Why do so many antivirus programs miss the same, old exploits?
- By William Jackson
- Feb 27, 2013
SAN FRANCISCO — Why do so many viruses get onto computers even when they're running updated antivirus products? The problem is two-fold, according to independent testing company NSS Labs.
Analysis of test results on popular antivirus products showed that not only do they miss known exploits, but the different products tend to miss the same exploits, opening up unexpected windows of opportunity for attackers.
"It was a major eye-opener," said Frank Artes, NSS research director and one of the authors of the report, which was released at the RSA Conference this week. "This is particularly important for government," he said, because of the large number of legacy systems agencies often maintain that are not supported by vendors or cannot be easily updated. "These machines are exponentially more at risk," because they must rely heavily on defenses such as antivirus software for protection.
NSS is demonstrating at the conference a tool, still in the early stages of development, that visualizes the gaps left by products in order to help users select the best combinations of security tools and prioritize patching and updating.
That antivirus products are porous comes as no surprise. "Many endpoint/AV vendors state that they are now processing well over 100,000 malware samples per day," NSS noted in a recent test report. "Yet NSS testing shows that the majority fail to block some of the most widely used and dangerous exploits from the past few years."
This apparently is because vendors sometimes drop older exploit signatures from their products to "make room" for new ones without impeding performance.

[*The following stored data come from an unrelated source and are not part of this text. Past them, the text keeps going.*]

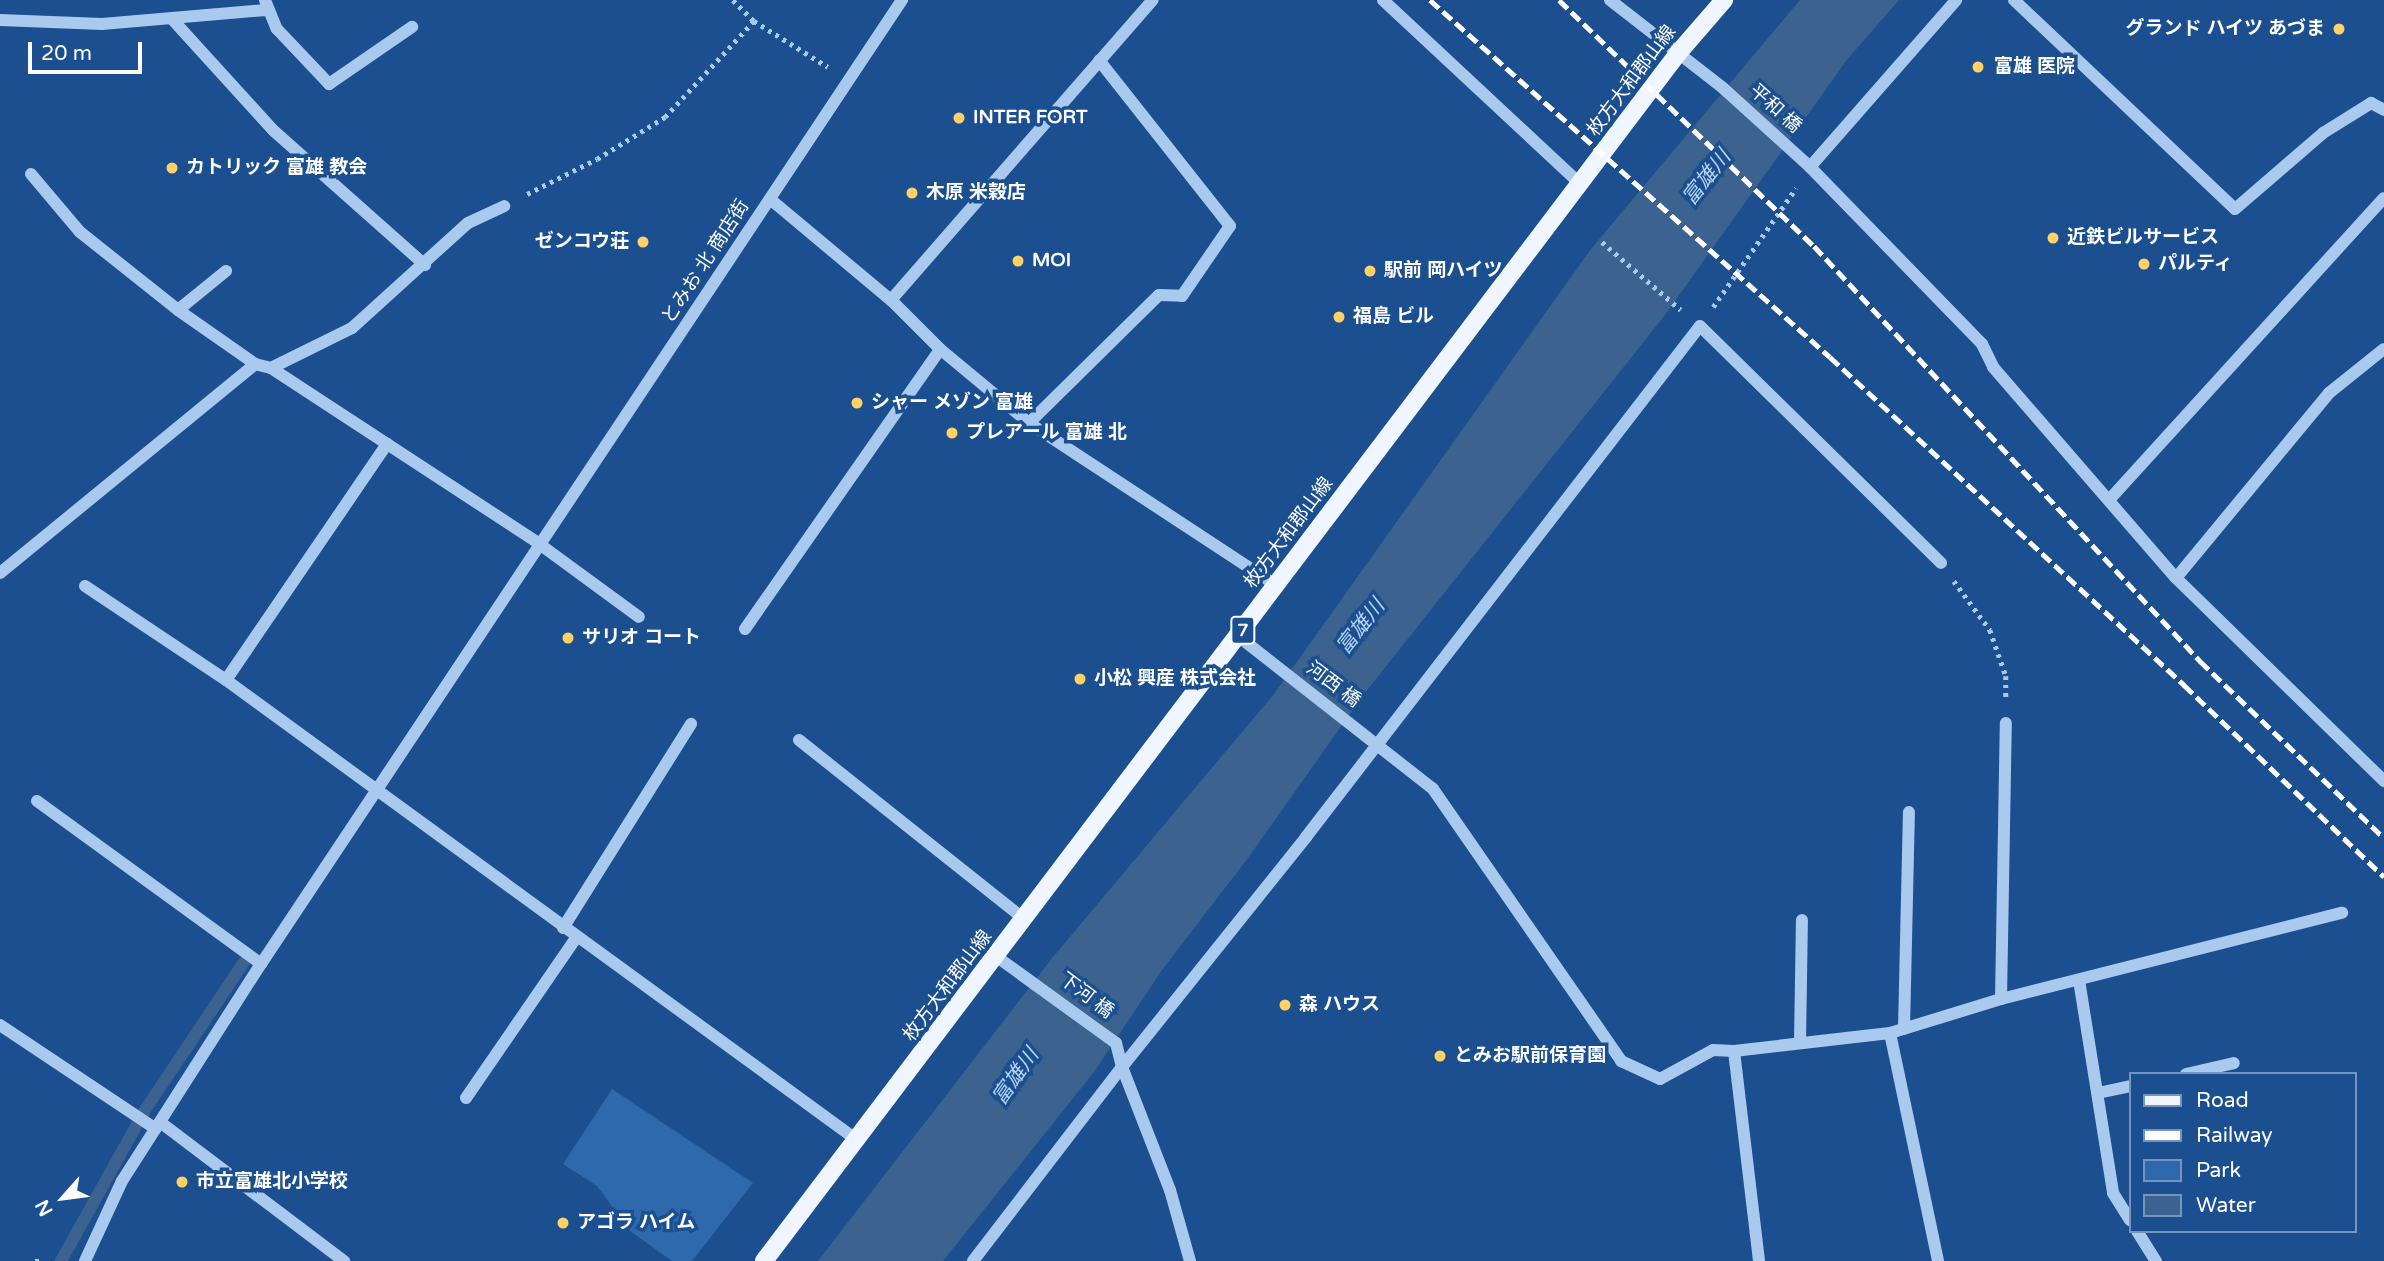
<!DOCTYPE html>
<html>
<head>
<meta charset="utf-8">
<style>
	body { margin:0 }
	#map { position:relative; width:2384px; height:1261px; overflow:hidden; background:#1b4f8f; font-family:"Varela Round","Noto Sans JP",sans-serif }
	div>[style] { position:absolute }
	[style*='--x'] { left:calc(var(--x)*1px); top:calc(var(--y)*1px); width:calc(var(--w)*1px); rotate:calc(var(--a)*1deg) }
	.green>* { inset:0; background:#2e69ad }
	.water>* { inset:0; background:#3c6290 }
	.stream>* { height:12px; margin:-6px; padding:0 6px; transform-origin:6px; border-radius:6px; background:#3c6290 }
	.path>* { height:4.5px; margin-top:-2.25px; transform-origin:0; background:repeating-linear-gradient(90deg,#a9c9ee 0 3.5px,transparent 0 8.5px) }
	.minor>* { height:12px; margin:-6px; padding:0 6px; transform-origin:6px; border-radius:6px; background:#a9c9ee }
	.major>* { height:18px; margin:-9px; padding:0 9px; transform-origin:9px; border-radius:9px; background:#f0f6ff }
	.rail>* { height:5px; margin-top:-2.5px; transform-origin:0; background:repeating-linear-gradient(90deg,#fff 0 12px,transparent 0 17px) }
	.dots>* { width:19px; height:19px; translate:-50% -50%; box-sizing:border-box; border:4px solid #1b4f8f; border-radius:50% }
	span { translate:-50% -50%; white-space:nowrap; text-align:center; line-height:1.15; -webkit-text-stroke:7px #1b4f8f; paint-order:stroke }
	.shield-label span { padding:2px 5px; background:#1b4f8f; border:2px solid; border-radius:5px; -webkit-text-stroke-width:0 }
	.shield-label { font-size:18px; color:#fff; font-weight:700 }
	.poi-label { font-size:19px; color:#fff; font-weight:700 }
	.right { translate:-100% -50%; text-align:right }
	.left { translate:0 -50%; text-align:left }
	.street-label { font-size:19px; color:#fff }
	.water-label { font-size:21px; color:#b5d3f5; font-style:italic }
	.legend { position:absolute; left:2129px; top:1072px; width:228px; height:161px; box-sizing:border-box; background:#1b4f8f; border:2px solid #7695bc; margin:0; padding:9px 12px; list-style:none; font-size:21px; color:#fff }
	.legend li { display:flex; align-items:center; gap:14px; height:35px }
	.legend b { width:35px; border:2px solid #7695bc }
	.north { position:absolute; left:28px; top:1163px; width:70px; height:70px; -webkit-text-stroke:5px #1b4f8f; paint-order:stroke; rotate:242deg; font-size:19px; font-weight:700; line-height:28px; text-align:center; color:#fff }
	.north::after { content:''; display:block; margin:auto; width:24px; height:32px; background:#fff; clip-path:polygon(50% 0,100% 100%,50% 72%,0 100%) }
	.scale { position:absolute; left:28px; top:42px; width:114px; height:32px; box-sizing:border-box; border:4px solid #fff; border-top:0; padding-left:9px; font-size:21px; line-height:24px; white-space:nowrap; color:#fff; -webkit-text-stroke:5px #1b4f8f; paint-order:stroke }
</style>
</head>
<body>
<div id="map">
	<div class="green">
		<div style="clip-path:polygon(612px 1089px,753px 1183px,692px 1261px,672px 1261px,630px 1231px,597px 1186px,563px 1164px)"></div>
	</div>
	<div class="water">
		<div style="clip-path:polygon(1800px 0,1899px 0,1846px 61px,1665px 315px,1364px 694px,1248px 858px,1162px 970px,1094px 1072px,943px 1261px,818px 1261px,1053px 957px,1274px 694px,1591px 249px)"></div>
	</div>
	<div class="stream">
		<div style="--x:61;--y:1261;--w:173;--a:-60.9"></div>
		<div style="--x:145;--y:1110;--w:178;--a:-56.2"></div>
	</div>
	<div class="path">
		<div style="--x:733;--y:0;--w:30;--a:45"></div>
		<div style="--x:527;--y:194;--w:78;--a:-26.6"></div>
		<div style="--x:597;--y:159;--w:80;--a:-31.7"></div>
		<div style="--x:665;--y:117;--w:131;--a:-47.2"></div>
		<div style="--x:754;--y:21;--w:87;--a:31.9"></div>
		<div style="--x:1602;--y:242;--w:104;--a:40.7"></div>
		<div style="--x:1713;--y:307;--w:145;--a:-55.1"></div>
		<div style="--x:1954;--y:581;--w:61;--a:53.7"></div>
		<div style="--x:1990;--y:630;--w:49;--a:70.8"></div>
		<div style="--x:2006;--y:676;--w:22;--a:90"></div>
		<div style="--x:35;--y:1261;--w:6;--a:0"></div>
	</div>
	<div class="minor">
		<div style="--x:265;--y:0;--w:31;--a:68"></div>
		<div style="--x:277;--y:29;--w:76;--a:46.6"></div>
		<div style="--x:329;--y:84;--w:101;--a:-34.5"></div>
		<div style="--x:1383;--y:0;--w:270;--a:43"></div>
		<div style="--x:1610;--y:0;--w:143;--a:37.9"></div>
		<div style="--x:1723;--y:88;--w:118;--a:42.2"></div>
		<div style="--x:1810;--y:167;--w:247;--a:45.8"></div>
		<div style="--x:1982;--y:344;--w:25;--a:64"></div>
		<div style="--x:1993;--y:367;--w:279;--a:49.1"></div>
		<div style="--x:2176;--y:578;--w:291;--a:44.3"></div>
		<div style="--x:2014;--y:0;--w:304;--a:43.4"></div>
		<div style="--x:2235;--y:209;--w:116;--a:-40.8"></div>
		<div style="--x:2323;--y:133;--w:57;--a:-32"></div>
		<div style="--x:2371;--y:103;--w:15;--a:28"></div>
		<div style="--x:172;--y:19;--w:151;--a:47.7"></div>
		<div style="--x:274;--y:131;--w:202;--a:41.6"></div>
		<div style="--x:0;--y:20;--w:102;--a:2.2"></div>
		<div style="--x:102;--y:24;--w:165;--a:-4.9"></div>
		<div style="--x:1810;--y:167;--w:222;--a:-48.8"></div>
		<div style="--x:31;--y:174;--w:76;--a:49.8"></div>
		<div style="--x:80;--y:232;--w:125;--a:38.5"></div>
		<div style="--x:178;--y:310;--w:94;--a:35"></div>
		<div style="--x:255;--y:364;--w:16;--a:14"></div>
		<div style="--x:271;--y:368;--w:319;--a:33.2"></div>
		<div style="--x:538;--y:543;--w:125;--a:36.2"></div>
		<div style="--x:770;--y:199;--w:158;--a:39.9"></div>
		<div style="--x:891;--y:300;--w:69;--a:45"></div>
		<div style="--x:940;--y:349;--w:116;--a:39.7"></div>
		<div style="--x:1029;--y:423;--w:295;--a:33.3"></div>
		<div style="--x:891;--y:300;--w:398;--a:-48.9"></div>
		<div style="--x:178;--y:310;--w:62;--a:-39.1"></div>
		<div style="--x:271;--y:368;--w:90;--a:-26.3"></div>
		<div style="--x:352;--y:328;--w:156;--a:-42.2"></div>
		<div style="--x:468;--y:223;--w:40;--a:-25"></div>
		<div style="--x:1029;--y:423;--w:182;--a:-44.6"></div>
		<div style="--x:1159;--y:295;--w:23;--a:2"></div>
		<div style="--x:1182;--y:296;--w:85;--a:-55.6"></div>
		<div style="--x:1230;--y:226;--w:211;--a:-128.3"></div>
		<div style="--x:2109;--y:500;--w:408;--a:-47.7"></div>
		<div style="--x:0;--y:573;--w:330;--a:-39.3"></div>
		<div style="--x:2176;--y:578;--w:240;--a:-50.4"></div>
		<div style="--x:2329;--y:393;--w:70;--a:-38.7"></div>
		<div style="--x:85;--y:586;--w:169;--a:33.7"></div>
		<div style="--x:226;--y:680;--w:781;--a:36.09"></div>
		<div style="--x:745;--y:629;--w:341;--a:-55.1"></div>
		<div style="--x:1238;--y:636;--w:248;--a:38.1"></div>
		<div style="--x:1433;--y:789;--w:331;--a:55.3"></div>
		<div style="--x:1621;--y:1061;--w:43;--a:24.8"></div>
		<div style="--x:1660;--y:1079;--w:60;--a:-28.7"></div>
		<div style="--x:1713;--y:1050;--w:21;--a:3"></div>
		<div style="--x:1734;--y:1051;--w:157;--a:-6.6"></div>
		<div style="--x:1890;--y:1033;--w:116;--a:-17"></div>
		<div style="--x:2001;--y:999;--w:352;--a:-14.2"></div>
		<div style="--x:226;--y:680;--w:286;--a:-55.7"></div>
		<div style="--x:799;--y:740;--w:288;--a:38.5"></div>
		<div style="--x:37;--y:801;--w:277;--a:36"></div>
		<div style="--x:563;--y:928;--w:241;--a:-57.9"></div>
		<div style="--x:997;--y:957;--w:147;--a:35.9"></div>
		<div style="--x:1116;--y:1043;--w:25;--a:76"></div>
		<div style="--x:1122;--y:1067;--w:132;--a:68.7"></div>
		<div style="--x:1170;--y:1190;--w:74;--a:74.3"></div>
		<div style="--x:2079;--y:980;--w:216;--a:80.9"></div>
		<div style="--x:2113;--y:1193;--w:32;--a:58"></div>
		<div style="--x:2001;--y:999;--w:276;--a:-89"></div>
		<div style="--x:0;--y:1025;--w:187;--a:33.7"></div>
		<div style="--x:1904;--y:1029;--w:217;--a:-88.7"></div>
		<div style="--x:1890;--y:1033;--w:233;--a:78.1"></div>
		<div style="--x:1800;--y:1043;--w:123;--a:-89.1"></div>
		<div style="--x:1734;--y:1051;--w:211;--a:83.2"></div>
		<div style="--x:2186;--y:1074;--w:49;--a:-12.9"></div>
		<div style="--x:2098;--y:1093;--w:33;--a:-12"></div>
		<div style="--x:466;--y:1098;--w:194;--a:-55.5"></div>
		<div style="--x:160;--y:1122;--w:231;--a:37.1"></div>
		<div style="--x:2137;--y:1231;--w:36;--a:58"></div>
		<div style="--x:85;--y:1261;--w:88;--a:-65.2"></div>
		<div style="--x:122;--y:1181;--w:258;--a:-57.4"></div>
		<div style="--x:261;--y:964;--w:1158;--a:-56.38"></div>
		<div style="--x:973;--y:1261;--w:245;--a:-52.5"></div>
		<div style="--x:1122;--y:1067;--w:295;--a:-51.3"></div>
		<div style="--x:1306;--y:837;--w:645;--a:-52.37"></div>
		<div style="--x:1700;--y:326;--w:338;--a:44.5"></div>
	</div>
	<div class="major">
		<div style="--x:764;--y:1261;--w:1516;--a:-52.88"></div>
		<div style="--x:1679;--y:52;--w:69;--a:-49.1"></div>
	</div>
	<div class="rail">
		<div style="--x:1430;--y:0;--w:536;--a:41.75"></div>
		<div style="--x:1830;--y:357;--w:483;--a:42.8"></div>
		<div style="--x:2184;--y:685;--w:277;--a:43.8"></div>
		<div style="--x:1559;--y:0;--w:354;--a:44"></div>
		<div style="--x:1814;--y:246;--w:567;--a:47.07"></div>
		<div style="--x:2200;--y:661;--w:255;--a:43.9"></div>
	</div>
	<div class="dots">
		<div style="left:2339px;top:29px;background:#ffd166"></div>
		<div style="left:1978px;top:67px;background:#ffd166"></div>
		<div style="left:959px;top:118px;background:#ffd166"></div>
		<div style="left:172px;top:168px;background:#ffd166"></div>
		<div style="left:912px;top:193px;background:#ffd166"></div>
		<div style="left:2053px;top:238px;background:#ffd166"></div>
		<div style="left:643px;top:242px;background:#ffd166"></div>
		<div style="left:1018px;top:261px;background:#ffd166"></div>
		<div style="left:2144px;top:264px;background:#ffd166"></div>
		<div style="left:1370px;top:271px;background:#ffd166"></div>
		<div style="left:1339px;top:317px;background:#ffd166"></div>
		<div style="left:857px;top:403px;background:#ffd166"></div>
		<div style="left:952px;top:433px;background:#ffd166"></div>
		<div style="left:568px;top:638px;background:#ffd166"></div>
		<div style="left:1080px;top:679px;background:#ffd166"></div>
		<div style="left:1285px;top:1005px;background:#ffd166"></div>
		<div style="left:1440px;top:1056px;background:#ffd166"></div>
		<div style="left:182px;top:1182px;background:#ffd166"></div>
		<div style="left:563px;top:1223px;background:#ffd166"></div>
	</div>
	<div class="shield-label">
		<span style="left:1243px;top:630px">7</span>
	</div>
	<div class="poi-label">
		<span class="right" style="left:2325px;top:29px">グランド ハイツ あづま</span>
		<span class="left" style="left:1994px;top:67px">富雄 医院</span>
		<span class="left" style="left:973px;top:118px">INTER FORT</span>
		<span class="left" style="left:186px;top:168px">カトリック 富雄 教会</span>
		<span class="left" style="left:926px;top:193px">木原 米穀店</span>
		<span class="left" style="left:2067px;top:238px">近鉄ビルサービス</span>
		<span class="right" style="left:629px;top:242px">ゼンコウ荘</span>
		<span class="left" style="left:1032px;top:261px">MOI</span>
		<span class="left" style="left:2158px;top:264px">パルティ</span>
		<span class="left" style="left:1384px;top:271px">駅前 岡ハイツ</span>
		<span class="left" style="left:1353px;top:317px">福島 ビル</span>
		<span class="left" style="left:871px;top:403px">シャー メゾン 富雄</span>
		<span class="left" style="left:966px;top:433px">プレアール 富雄 北</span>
		<span class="left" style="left:582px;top:638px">サリオ コート</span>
		<span class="left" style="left:1094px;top:679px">小松 興産 株式会社</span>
		<span class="left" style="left:1299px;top:1005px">森 ハウス</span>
		<span class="left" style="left:1454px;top:1056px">とみお駅前保育園</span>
		<span class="left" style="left:196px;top:1182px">市立富雄北小学校</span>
		<span class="left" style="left:577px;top:1223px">アゴラ ハイム</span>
	</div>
	<div class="street-label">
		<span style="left:1632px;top:81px;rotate:-53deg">枚方大和郡山線</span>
		<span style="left:1775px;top:109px;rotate:42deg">平和 橋</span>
		<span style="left:706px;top:262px;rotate:-57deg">とみお 北 商店街</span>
		<span style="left:1289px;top:533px;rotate:-53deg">枚方大和郡山線</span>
		<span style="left:1333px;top:685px;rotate:37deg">河西 橋</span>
		<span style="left:948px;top:986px;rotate:-53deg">枚方大和郡山線</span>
		<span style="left:1086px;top:996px;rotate:37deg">下河 橋</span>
	</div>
	<div class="water-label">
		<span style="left:1707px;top:178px;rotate:-52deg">富雄川</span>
		<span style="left:1361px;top:627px;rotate:-52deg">富雄川</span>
		<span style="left:1016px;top:1077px;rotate:-55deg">富雄川</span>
	</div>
	<ul class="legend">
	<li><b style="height:9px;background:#f0f6ff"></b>Road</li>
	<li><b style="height:9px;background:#fff"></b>Railway</li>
	<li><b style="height:19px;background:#2e69ad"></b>Park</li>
	<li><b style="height:19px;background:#3c6290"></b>Water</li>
	</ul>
	<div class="north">N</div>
	<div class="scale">20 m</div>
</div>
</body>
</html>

In a test by NSS of 13 widely used AV products in late 2012, success in blocking 144 well known exploits on machines running recent Windows operating systems ranged from a high of 92 percent to a low of 34 percent. Most products blocked less than 70 percent of the exploits.
The surprise came when researchers began looking at which exploits were successful. Conventional wisdom suggested that multiple products used in sequence would be more successful than using just one, with each catching something that the others had missed. "What we found instead is that there are large areas of correlation between products," Artes said — in some cases, they all missed the same thing.
Testers do not know why these overlaps occur. But using data modeling to see the correlations in results from NSS product tests, different combinations of products were tried to find optimal configurations. "There is not one combination of products that would result in blocking all 1,400 exploits used," he said. "We've beaten ourselves up trying to come up with a combination and we still see things being attacked."
NSS is working with vendors to help them correlate their signature defenses with commonly used exploits, but the bottom line for protecting IT systems remains the same has it has been for some time: Patch systems and keep antivirus up-to-date, but do not rely solely on signature-based defenses.
William Jackson is freelance writer and the author of the CyberEye blog.